THIS week, a national competition has been launched in Japan to encourage the population to drink more alcohol. Sake Viva! is being run by their equivalent of HMRC, worried about their sharply declining revenue from alcohol sales. The annual amount the average Japanese person drinks has shrunk from 100 litres in 1995 to 75 litres in 2020. At the same time, the money accrued from taxes on alcohol has shrunk from 5% of total tax revenue in 1980 to 1.7% today. Their tax office is therefore asking people to do their civic duty by opening up an extra can or two of Asahi.

One of the reasons that such revenue has gone down is that younger people are not turning to drink in the same way that previous generations did – and do.

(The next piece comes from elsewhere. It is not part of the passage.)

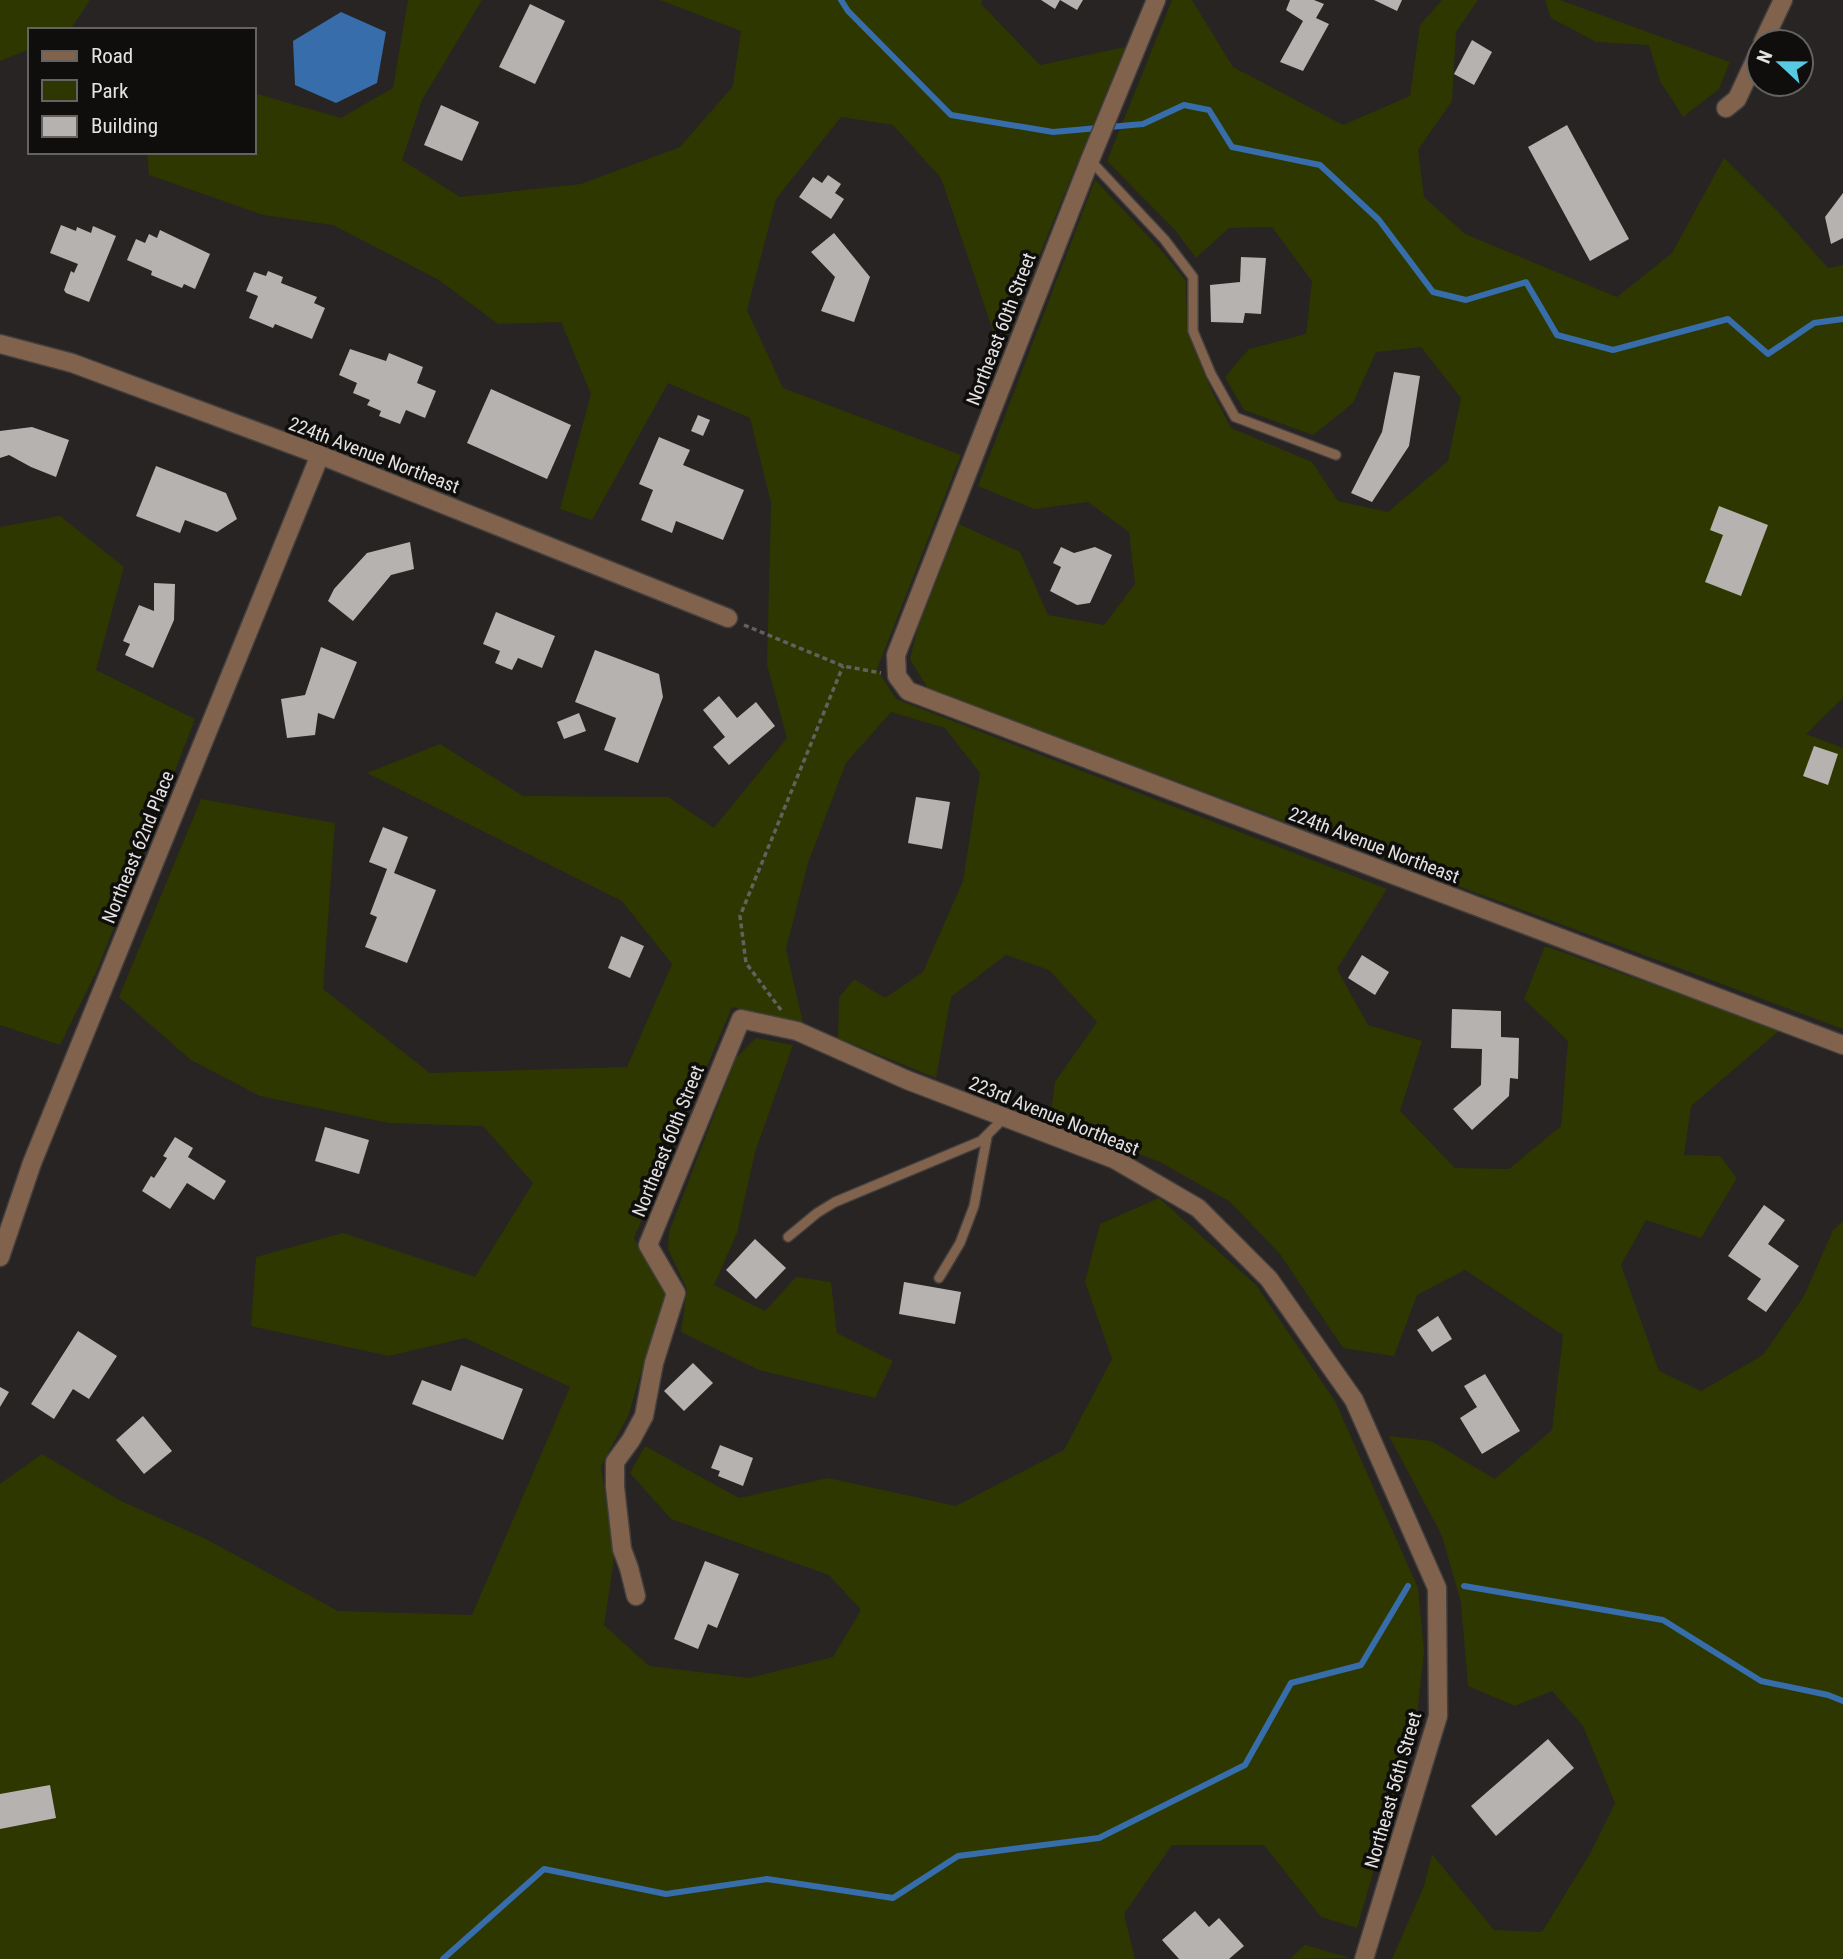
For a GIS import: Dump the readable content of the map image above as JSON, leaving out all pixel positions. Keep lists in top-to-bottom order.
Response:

That’s far from unique to Japan: across North America, Europe and here in the UK, the last couple of decades have seen an increasing rise in abstinence and moderation. Figures show that the amount of British 16-24 year olds drinking alcohol in the last week fell from 65% in 1998 to 41% two decades later. Or to flip that number round, the amount of young people not drinking was one third, and is now heading towards two thirds.

Also out last week was a paper in the British Journal of Sociology, trying to make sense of precisely why drinking was declining among young adults. This gave various reasons: more choice in terms of what young people could do, more pressure in terms of needing a job and working hard, and a greater interest in health and wellbeing. While the number of children admitting to trying alcohol has fallen by two thirds in two decades, the number eating their five a day has doubled.

Such findings has led to these younger generations being dubbed ‘Generation Sensible.’ But while cutting back on alcohol has undoubted health benefits, the paper also noted a simultaneous rise in mental health problems and self-harm among the same age groups. Numerous surveys also show that younger adults feel more lonely than those in older age groups. And while previous generations grew up with the confidence that life would get better, the majority of young people now feel they will enjoy fewer opportunities than their parents.

When 75% agreed that ‘the future is frightening’, perhaps it’s not surprising that the younger generations are more risk averse. But that’s not healthy for them as individuals, or for society as a whole. For my generation, a friendly pint remains the answer to many a worry. The young may be right that drinking is not the solution: the problem is, they haven’t yet found an alternative to replace it.